WHAT YOU ARE ASKED TO DO – Retype, please, the listing from its opening line through the line that contains "Quick job: Dump", both included, without the pictures.

╭─ INPUT

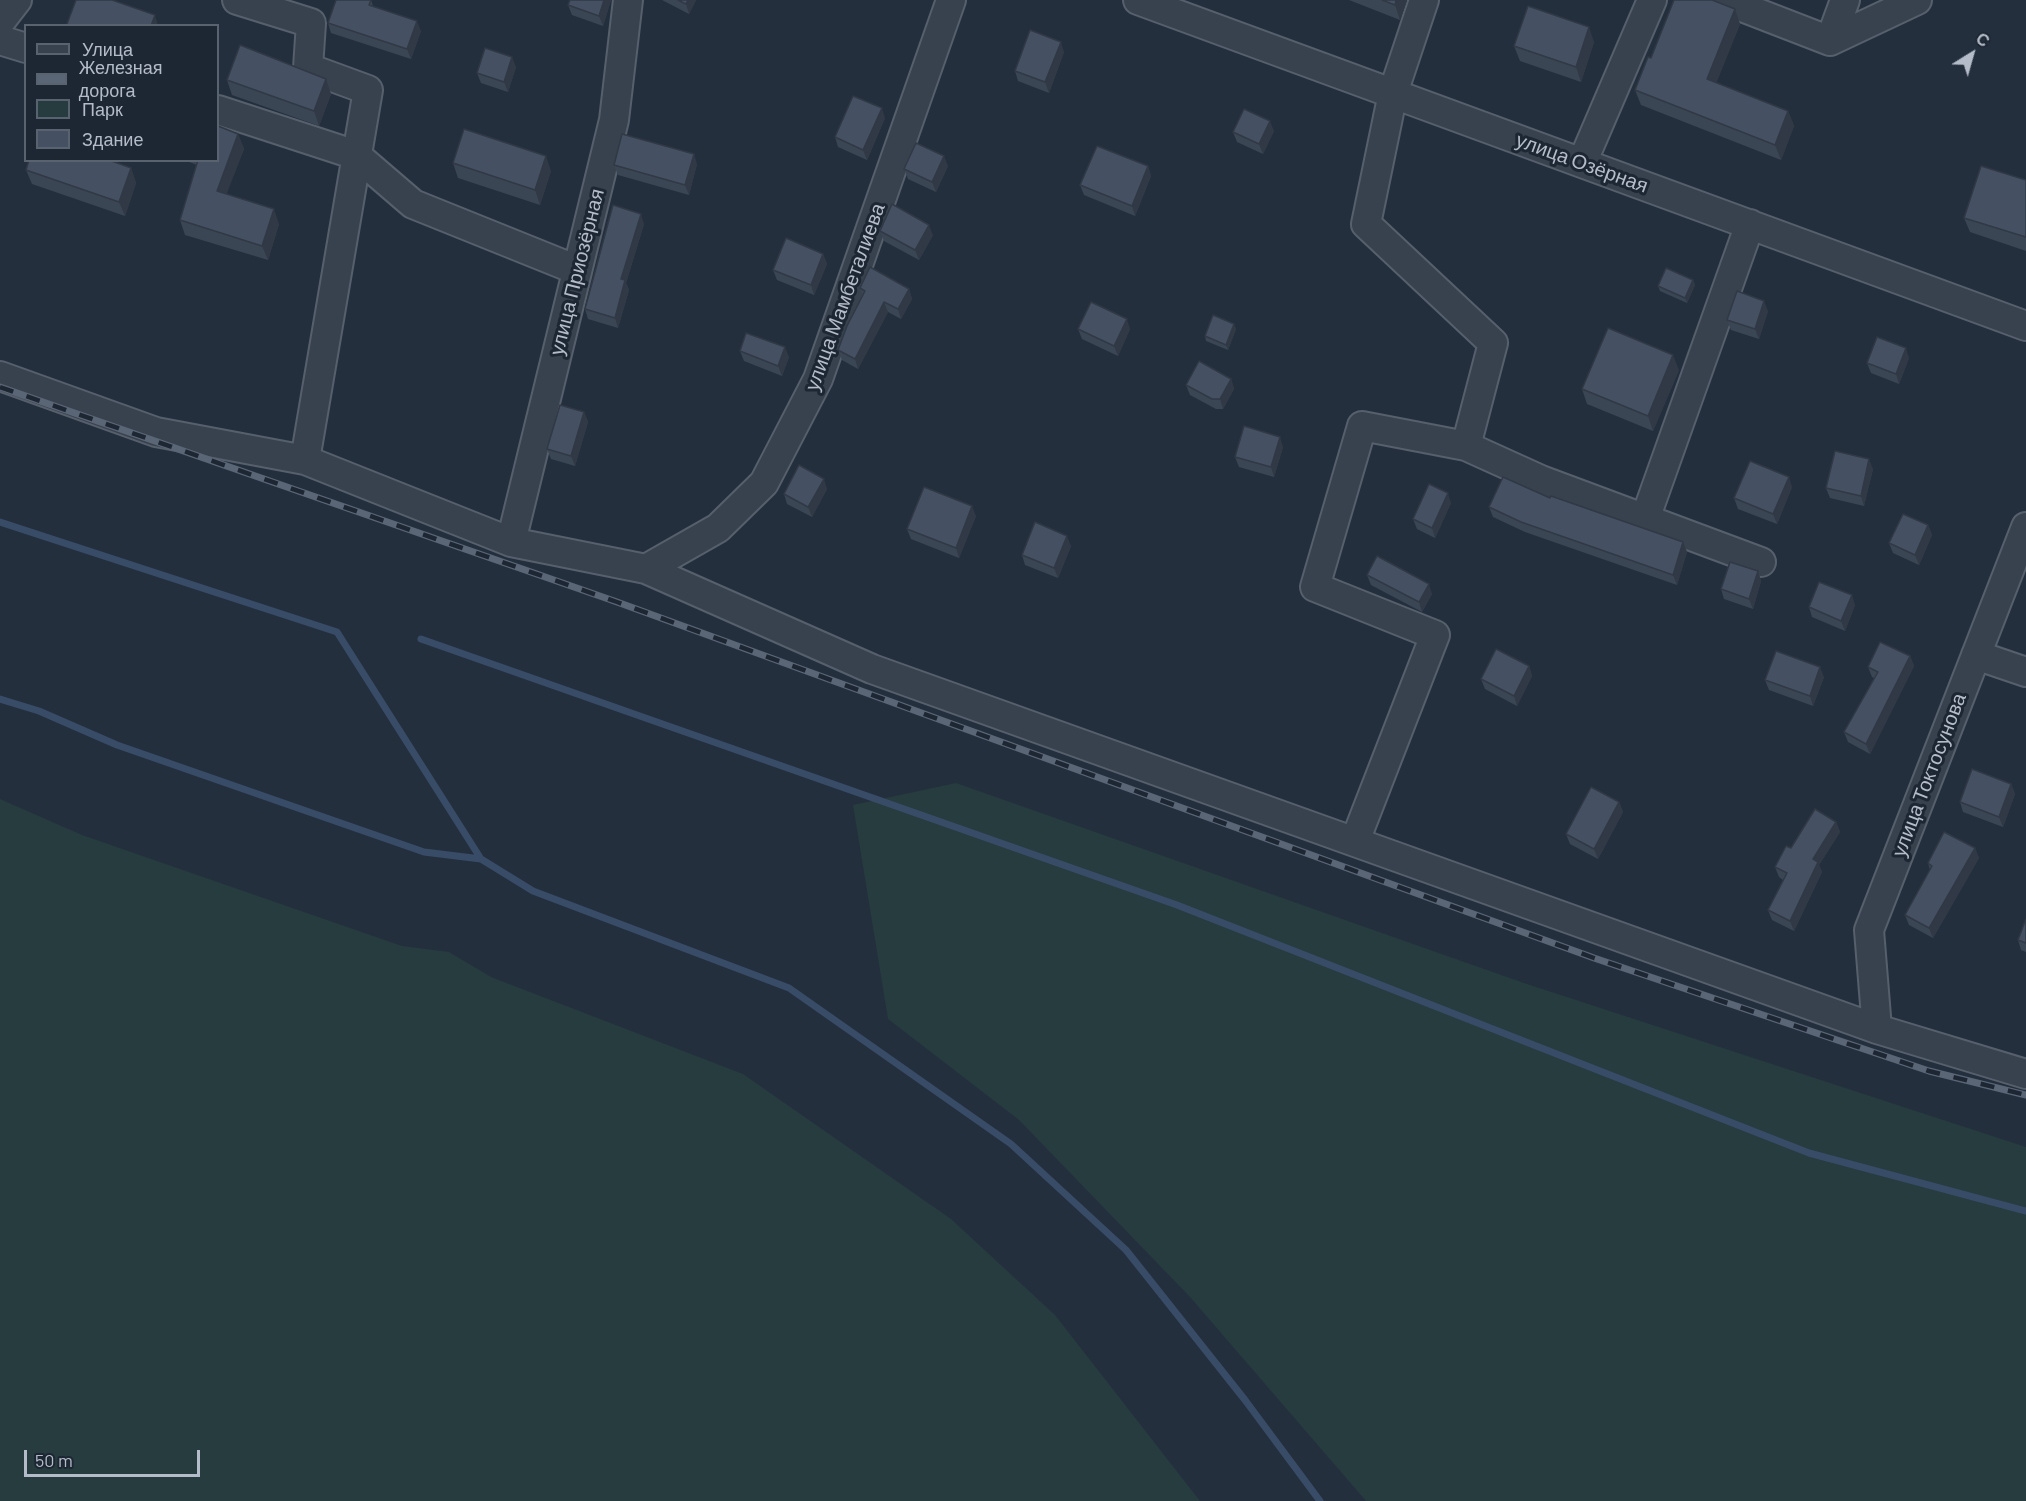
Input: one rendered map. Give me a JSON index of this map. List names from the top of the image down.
{
  "streets": {
    "street": [
      "улица Озёрная",
      "улица Приозёрная",
      "улица Мамбеталиева",
      "улица Токтосунова"
    ]
  },
  "legend": [
    "Улица",
    "Железная дорога",
    "Парк",
    "Здание"
  ],
  "scale_bar": "50 m",
  "north": "top right"
}
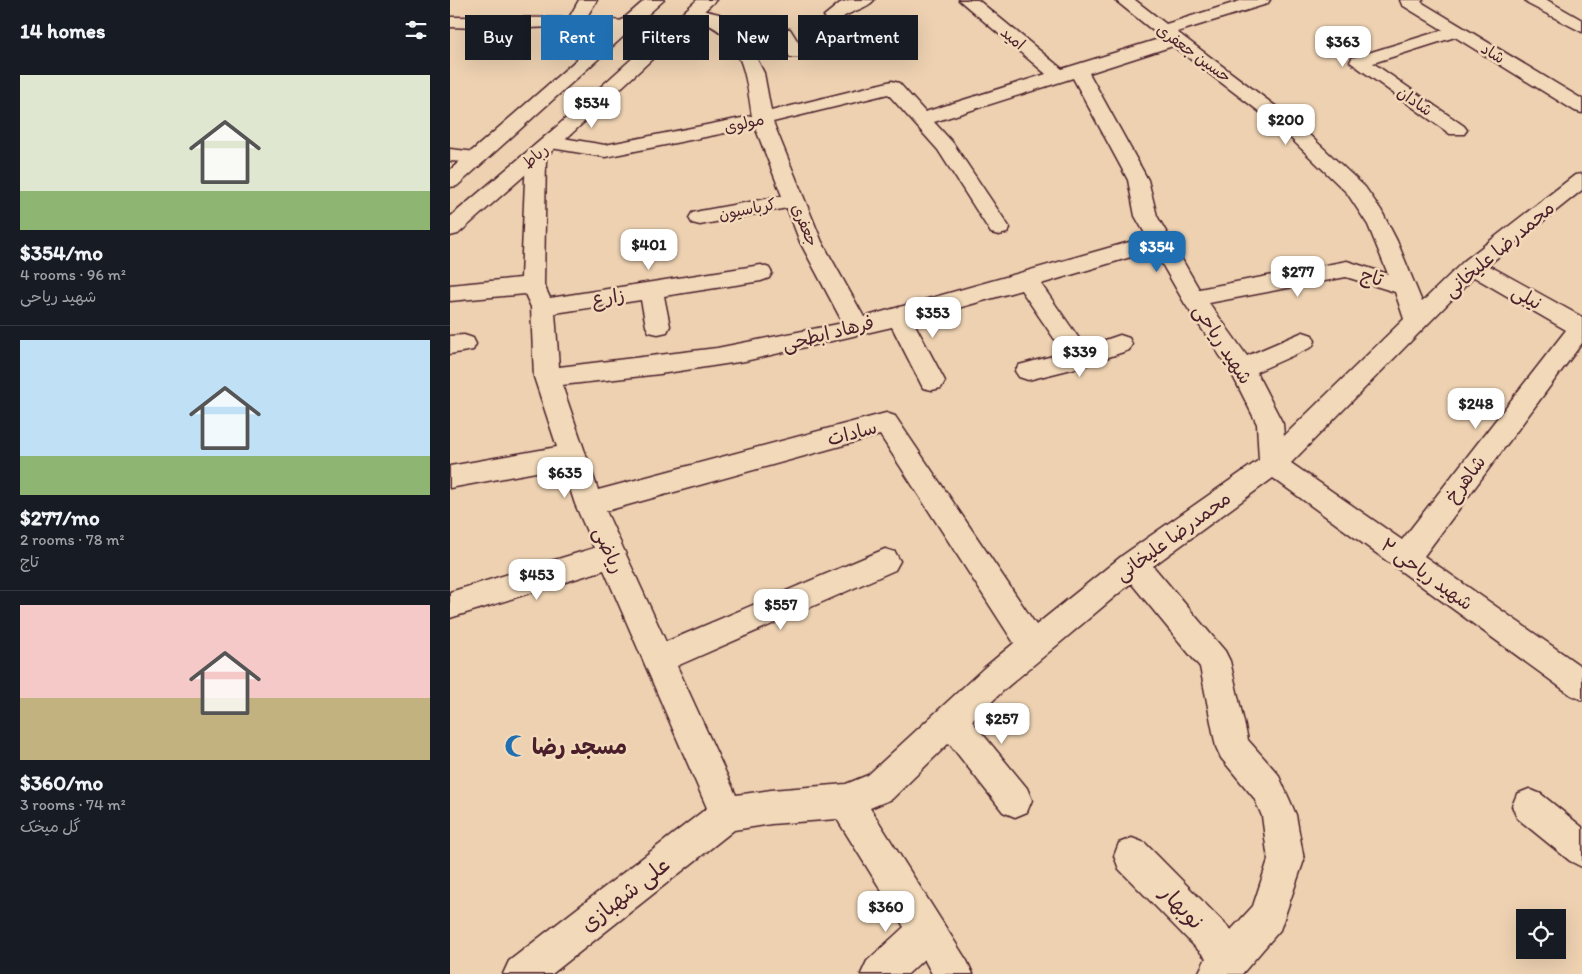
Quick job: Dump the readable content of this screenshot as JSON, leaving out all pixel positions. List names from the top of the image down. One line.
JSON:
{"streets":{"street":["امید","حسین جعفری","شاد","شادان","مولوی","رباط","کرباسیون","جعفری","محمدرضا علیخانی","تاج","زارع","نیلی","فرهاد ابطحی","شهید ریاحی","سادات","شاهرخ","ریاضی","شهید ریاحی ۲","علی شهبازی","نوبهار"]},"crossings":[["امید","شهید ریاحی"],["حسین جعفری","محمدرضا علیخانی"],["حسین جعفری","تاج"],["شاد","شادان"],["مولوی","رباط"],["مولوی","جعفری"],["مولوی","ریاضی"],["رباط","ریاضی"],["کرباسیون","جعفری"],["جعفری","فرهاد ابطحی"],["محمدرضا علیخانی","نیلی"],["محمدرضا علیخانی","شهید ریاحی"],["محمدرضا علیخانی","سادات"],["محمدرضا علیخانی","ریاضی"],["محمدرضا علیخانی","شهید ریاحی ۲"],["محمدرضا علیخانی","علی شهبازی"],["تاج","شهید ریاحی"],["زارع","ریاضی"],["نیلی","شاهرخ"],["فرهاد ابطحی","شهید ریاحی"],["فرهاد ابطحی","ریاضی"],["شهید ریاحی","شهید ریاحی ۲"],["سادات","ریاضی"],["شاهرخ","شهید ریاحی ۲"],["ریاضی","علی شهبازی"]],"places":{"mosque":["مسجد رضا"]},"page":{"heading":"14 homes","chip":["Buy","Rent","Filters","New","Apartment"],"price":["$363","$534","$200","$401","$354","$277","$353","$339","$248","$635","$453","$557","$257","$360"],"list":[{"name":"$354/mo","note":"4 rooms · 96 m² · شهید ریاحی"},{"name":"$277/mo","note":"2 rooms · 78 m² · تاج"},{"name":"$360/mo","note":"3 rooms · 74 m² · گل میخک"}]}}
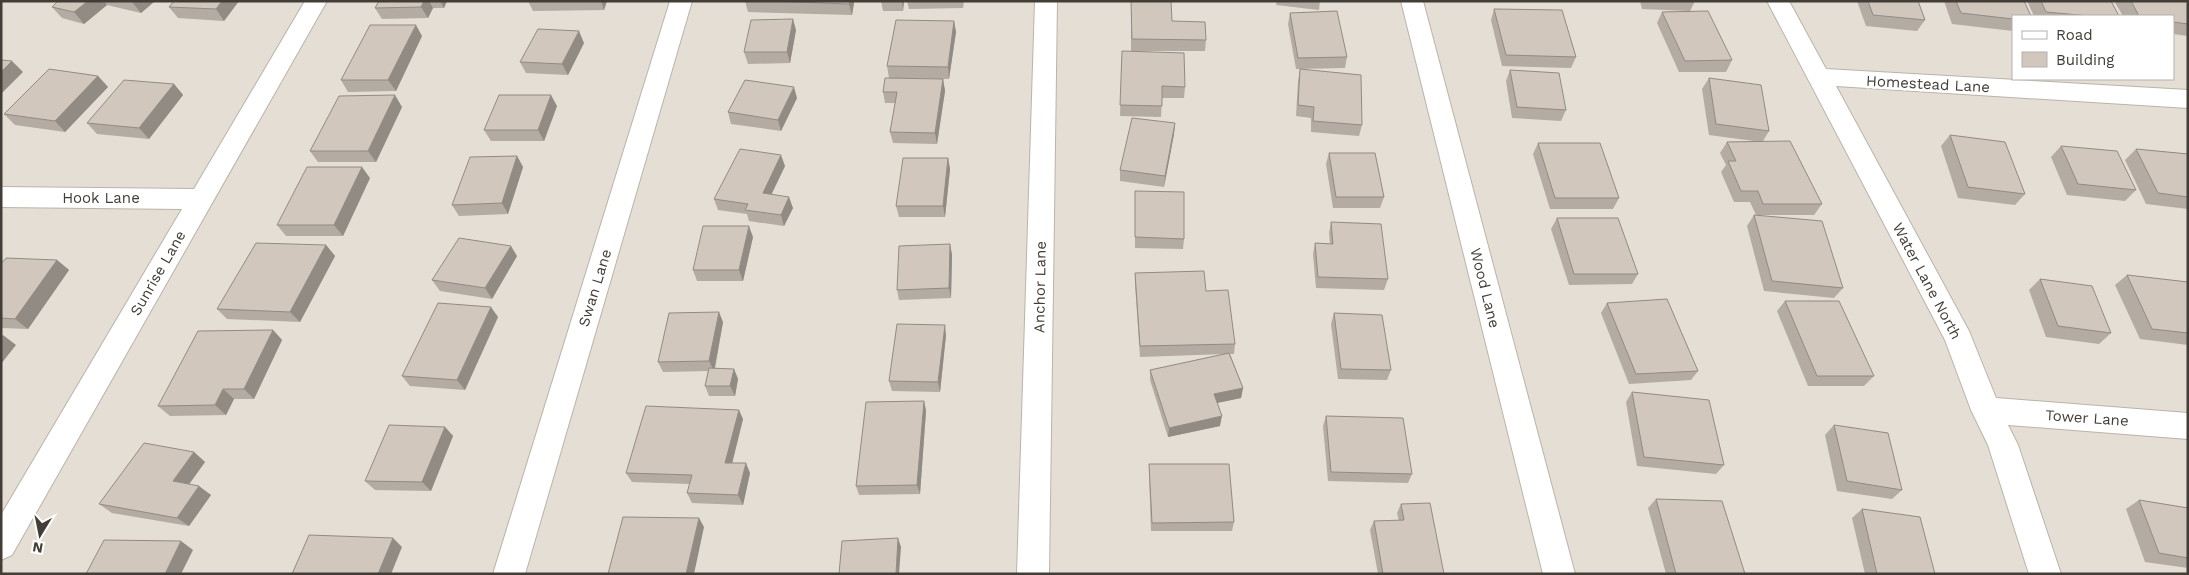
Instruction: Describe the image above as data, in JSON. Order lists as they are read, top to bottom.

╰─

EXERCISE RESULT –
Input: one rendered map. Give me a JSON index of this map. List names from the top of the image down.
{
  "streets": {
    "street": [
      "улица Озёрная",
      "улица Приозёрная",
      "улица Мамбеталиева",
      "улица Токтосунова"
    ]
  },
  "legend": [
    "Улица",
    "Железная дорога",
    "Парк",
    "Здание"
  ],
  "scale_bar": "50 m",
  "north": "top right"
}
Quick job: Dump the readable content of this screenshot as JSON, leaving out all pixel positions. List names from the top of the image down. One line.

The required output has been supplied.